### What is expected
Only lines containing the string "connections" belong in the answer; copy all of them from the entries.
**** Data for analysis ****
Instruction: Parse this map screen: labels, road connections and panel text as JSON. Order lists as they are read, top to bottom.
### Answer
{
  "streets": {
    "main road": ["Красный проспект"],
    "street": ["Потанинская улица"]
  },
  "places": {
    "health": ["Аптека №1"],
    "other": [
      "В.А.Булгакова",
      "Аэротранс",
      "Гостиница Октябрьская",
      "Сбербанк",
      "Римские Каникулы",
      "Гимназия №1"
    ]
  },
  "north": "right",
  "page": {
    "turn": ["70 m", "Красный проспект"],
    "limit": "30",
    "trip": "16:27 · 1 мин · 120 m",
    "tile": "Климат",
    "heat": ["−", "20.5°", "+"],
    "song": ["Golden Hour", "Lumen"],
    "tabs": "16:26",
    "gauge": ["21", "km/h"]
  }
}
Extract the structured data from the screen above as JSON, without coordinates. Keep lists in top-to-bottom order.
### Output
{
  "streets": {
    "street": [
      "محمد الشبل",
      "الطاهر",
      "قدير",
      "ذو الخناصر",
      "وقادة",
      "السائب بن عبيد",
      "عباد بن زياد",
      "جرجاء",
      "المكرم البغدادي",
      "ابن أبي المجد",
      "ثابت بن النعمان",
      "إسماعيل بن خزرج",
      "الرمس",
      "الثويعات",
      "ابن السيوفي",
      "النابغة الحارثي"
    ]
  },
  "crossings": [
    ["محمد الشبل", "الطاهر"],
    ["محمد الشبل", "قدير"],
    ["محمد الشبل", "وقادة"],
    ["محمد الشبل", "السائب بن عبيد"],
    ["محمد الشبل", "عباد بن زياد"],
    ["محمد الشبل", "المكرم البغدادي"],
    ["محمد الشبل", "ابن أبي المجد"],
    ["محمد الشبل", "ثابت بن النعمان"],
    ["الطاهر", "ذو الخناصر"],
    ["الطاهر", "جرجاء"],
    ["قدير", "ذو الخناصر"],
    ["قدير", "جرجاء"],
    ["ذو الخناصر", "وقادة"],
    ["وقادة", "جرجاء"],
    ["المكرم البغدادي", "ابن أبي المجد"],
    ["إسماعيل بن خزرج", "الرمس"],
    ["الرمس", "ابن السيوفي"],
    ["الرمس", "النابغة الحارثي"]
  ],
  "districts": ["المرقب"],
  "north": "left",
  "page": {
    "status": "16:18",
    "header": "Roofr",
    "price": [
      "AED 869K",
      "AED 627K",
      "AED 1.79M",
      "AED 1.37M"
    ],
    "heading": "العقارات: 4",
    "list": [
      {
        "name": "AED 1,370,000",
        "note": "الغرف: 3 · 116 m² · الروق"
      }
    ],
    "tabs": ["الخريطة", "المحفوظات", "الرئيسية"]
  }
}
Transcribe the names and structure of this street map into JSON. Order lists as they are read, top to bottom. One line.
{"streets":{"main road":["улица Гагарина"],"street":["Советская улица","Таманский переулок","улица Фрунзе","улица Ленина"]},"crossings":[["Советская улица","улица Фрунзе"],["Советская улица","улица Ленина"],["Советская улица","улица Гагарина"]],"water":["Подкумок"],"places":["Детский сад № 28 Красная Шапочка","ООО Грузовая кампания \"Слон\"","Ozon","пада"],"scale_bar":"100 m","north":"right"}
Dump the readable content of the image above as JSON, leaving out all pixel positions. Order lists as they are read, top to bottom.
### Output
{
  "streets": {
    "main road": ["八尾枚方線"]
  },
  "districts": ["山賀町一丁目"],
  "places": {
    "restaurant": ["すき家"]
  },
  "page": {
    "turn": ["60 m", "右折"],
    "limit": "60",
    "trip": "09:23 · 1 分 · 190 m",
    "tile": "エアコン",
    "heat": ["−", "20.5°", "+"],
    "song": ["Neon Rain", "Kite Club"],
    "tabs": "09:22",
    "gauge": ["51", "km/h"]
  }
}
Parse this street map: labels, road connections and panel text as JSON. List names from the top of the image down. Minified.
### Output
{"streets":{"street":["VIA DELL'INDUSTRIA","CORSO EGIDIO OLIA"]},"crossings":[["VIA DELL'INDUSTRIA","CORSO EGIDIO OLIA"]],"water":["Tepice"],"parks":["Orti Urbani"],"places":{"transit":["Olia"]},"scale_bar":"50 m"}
****
### Reply to the task
Instruction: Parse this map screen: labels, road connections and panel text as JSON. Order lists as they are read, top to bottom.
Parse this street map: labels, road connections and panel text as JSON. List names from the top of the image down. Minified.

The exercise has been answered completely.